Gravity is required for extended visits to space, and the revolving wheel would provide different degrees of artificial gravity. This feature will enable space travelers to enjoy baths, restrooms, and bedding that operate similarly to those on Earth. This is not the first proposal for a space resort. Orion Span, a space technology start-up, planned to build ‘Aurora Station’, a luxury space hotel, in 2022, however, the firm has now closed down and returned all client deposits. Among other businesses engaged in space travel are Virgin Galactic, which claims to be the world’s first commercial spaceline, and SpaceX, which is run by Elon Musk and aims to take humans to Mars.
According to a press release, Voyager Station would contain conventional hotel suites, luxury rooms, a health spa, a gym, an event venue, themed eateries, and Earth-viewing cafes and pubs. Guests may select from 320-square-foot basic hotel rooms with private bathrooms as well as 5,300-square-foot luxury residences with kitchens, three baths, and sleeping arrangements for up to 16 people. The villas can be rented for a week, a month, or bought as a holiday home. The company claims that guests will drink cocktails in a space lounge that will feature a waterfall that appears to violate the laws of physics with a curved flow of water from the ceiling to the restaurant floor. Guests will be able to play sports in a lunar gravity setting within a gym with a 23-foot ceiling.

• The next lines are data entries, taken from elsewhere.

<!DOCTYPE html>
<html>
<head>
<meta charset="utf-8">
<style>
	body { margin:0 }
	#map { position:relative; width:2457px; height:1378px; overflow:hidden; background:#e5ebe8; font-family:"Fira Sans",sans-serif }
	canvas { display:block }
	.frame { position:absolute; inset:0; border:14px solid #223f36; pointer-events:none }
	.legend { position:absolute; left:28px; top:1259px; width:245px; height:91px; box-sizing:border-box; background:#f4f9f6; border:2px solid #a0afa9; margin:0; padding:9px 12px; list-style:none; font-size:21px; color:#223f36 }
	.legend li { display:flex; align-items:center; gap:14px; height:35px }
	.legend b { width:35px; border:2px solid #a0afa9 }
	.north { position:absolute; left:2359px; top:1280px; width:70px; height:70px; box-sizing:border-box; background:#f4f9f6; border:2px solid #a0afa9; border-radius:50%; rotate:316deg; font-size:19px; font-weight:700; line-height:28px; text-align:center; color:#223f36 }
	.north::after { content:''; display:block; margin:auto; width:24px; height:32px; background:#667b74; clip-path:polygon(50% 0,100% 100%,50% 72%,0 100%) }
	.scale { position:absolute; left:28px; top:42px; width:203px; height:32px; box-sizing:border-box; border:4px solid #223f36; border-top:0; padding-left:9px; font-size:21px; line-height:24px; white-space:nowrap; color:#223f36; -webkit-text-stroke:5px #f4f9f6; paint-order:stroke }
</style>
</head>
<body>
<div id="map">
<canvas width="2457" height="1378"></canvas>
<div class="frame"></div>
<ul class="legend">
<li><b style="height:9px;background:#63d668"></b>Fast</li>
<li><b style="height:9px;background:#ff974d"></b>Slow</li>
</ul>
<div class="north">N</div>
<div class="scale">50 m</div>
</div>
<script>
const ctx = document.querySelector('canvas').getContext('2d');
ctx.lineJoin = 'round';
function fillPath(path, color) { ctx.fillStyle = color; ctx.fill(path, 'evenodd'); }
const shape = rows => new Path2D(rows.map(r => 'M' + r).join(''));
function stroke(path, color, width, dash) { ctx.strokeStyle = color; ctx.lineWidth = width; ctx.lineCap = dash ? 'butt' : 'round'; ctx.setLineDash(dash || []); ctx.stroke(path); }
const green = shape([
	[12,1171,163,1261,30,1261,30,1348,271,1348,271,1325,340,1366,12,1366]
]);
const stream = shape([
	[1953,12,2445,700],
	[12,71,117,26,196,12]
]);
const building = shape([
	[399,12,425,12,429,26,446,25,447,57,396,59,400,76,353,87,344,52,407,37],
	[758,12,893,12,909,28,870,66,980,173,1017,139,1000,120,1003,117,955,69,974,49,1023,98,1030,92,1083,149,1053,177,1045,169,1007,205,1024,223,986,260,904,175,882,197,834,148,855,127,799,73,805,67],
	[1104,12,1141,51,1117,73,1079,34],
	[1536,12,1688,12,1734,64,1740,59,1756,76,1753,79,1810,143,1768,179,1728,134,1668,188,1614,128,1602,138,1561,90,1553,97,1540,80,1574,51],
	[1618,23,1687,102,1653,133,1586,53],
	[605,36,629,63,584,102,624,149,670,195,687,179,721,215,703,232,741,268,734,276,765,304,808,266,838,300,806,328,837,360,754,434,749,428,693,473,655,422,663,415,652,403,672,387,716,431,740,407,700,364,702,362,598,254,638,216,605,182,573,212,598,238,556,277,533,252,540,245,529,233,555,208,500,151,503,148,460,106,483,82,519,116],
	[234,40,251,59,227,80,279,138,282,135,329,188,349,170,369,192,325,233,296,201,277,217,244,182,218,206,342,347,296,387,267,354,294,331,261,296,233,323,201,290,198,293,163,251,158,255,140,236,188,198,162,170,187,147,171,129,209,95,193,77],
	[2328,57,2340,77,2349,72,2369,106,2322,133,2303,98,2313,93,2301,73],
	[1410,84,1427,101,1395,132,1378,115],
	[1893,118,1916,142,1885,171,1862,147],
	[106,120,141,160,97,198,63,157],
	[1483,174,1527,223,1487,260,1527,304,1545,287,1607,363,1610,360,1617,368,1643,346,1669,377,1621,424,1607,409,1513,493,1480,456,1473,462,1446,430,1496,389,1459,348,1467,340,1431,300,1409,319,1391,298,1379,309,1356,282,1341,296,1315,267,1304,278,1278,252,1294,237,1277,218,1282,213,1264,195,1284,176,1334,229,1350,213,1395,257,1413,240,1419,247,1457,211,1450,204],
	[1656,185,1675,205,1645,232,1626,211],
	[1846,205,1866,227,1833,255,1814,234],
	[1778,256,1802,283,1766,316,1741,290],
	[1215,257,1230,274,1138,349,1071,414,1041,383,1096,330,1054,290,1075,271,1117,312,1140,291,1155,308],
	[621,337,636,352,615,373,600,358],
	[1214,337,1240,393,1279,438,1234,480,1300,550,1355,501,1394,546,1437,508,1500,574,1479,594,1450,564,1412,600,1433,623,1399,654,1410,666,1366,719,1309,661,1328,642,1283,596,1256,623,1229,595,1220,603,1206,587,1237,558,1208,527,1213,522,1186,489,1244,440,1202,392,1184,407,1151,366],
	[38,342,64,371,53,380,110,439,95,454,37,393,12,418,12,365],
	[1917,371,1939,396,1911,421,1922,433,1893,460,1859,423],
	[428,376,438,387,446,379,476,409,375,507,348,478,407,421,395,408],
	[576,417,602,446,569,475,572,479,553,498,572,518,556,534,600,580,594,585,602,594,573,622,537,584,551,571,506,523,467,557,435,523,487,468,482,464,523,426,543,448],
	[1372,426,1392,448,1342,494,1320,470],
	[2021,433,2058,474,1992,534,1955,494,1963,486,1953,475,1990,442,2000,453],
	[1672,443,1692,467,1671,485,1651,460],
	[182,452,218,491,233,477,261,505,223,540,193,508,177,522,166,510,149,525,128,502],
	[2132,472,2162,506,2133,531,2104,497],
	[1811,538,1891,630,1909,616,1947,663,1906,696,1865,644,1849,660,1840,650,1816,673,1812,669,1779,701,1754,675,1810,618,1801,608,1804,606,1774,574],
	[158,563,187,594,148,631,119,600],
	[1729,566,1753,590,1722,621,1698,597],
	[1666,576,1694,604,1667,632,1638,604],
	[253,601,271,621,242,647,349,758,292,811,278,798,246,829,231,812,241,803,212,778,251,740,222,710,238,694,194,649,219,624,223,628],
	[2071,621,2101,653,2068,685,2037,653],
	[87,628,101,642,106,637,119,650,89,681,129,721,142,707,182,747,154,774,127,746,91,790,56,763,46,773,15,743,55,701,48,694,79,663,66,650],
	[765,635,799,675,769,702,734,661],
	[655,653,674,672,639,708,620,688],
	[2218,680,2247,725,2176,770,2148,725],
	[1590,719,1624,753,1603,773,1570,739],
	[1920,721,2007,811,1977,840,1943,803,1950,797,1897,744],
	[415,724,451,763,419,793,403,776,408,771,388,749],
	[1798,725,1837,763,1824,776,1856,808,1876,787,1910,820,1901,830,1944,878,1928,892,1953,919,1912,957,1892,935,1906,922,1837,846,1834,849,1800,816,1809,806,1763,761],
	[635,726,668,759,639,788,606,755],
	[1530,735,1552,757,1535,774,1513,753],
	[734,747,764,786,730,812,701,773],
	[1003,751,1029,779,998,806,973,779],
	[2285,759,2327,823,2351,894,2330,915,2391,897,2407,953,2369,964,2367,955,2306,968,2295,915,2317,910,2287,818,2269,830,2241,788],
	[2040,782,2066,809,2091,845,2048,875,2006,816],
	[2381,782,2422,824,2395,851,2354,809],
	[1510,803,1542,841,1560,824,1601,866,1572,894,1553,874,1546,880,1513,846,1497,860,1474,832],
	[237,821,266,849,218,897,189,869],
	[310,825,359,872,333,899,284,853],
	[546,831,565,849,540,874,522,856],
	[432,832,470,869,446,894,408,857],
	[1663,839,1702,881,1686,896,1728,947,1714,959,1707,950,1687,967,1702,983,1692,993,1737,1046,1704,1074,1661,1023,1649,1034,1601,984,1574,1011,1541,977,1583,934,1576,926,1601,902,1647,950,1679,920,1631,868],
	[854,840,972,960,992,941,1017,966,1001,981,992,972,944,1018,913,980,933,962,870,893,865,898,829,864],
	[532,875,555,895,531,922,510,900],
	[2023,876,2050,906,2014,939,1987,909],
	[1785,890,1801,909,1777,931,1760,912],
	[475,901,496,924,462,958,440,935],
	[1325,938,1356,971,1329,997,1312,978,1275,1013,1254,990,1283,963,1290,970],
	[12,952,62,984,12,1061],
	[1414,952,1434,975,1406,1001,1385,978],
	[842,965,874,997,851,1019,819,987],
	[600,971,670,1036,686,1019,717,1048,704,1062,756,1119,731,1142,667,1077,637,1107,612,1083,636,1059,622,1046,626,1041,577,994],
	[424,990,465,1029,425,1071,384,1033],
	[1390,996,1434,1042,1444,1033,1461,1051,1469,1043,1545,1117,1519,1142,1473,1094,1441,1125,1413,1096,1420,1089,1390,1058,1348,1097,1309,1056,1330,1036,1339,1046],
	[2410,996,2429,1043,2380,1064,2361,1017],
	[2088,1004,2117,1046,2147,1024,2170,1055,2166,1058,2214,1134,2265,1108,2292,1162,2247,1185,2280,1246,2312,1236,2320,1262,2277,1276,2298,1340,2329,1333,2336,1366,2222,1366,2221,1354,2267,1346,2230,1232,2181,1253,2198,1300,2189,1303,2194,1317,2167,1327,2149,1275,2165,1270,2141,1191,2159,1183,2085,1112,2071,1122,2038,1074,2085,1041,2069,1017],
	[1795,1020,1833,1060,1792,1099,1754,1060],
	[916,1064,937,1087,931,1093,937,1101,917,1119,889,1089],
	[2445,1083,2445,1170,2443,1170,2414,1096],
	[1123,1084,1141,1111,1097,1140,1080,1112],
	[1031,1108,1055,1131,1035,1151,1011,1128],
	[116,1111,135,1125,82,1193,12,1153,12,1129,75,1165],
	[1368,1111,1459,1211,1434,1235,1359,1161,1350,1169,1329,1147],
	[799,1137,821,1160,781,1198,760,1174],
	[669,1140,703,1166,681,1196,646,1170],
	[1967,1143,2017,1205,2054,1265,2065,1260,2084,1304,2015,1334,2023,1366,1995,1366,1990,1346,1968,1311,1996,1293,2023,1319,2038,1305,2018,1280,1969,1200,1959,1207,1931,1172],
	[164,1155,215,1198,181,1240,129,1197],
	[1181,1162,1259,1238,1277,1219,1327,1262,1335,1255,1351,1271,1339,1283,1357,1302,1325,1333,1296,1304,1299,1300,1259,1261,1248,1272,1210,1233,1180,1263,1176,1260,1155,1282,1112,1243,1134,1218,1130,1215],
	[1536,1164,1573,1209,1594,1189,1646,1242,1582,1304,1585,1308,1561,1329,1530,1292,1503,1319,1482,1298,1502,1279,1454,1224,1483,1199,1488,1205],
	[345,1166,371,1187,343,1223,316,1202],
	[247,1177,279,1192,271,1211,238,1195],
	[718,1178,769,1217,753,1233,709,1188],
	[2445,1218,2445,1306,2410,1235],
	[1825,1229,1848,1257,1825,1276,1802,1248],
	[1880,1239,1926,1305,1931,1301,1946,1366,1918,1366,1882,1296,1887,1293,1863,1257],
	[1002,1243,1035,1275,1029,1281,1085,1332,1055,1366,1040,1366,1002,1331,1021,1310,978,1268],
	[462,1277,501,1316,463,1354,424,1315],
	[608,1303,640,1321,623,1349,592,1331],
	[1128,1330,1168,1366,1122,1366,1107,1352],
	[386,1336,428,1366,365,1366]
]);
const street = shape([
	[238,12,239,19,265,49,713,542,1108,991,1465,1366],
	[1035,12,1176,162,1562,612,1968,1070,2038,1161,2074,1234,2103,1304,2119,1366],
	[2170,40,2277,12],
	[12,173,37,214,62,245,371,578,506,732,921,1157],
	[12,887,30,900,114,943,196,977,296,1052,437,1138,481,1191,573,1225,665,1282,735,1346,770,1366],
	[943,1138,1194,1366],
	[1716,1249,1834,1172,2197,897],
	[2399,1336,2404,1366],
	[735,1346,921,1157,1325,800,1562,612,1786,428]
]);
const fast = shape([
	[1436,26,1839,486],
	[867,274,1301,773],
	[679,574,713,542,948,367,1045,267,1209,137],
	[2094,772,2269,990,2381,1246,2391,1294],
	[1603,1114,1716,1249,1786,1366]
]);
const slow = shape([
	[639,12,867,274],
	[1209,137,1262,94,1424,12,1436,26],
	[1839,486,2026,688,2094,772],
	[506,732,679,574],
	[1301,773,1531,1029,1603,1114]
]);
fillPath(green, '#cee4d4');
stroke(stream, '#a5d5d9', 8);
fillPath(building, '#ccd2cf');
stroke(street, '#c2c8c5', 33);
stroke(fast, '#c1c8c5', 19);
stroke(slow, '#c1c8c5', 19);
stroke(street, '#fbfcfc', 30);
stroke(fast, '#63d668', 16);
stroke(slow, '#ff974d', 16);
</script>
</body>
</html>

Along with space tourists who wish to experience living on a space station with the comfort of gravity and the ambiance of a luxury resort, Voyager Station would also house enterprises and space organizations undertaking low-gravity experiments. Room pricing has not yet been announced, however, according to Jeff Greenblatt, the company’s chief visionary officer, they will be out of reach for the majority of people initially.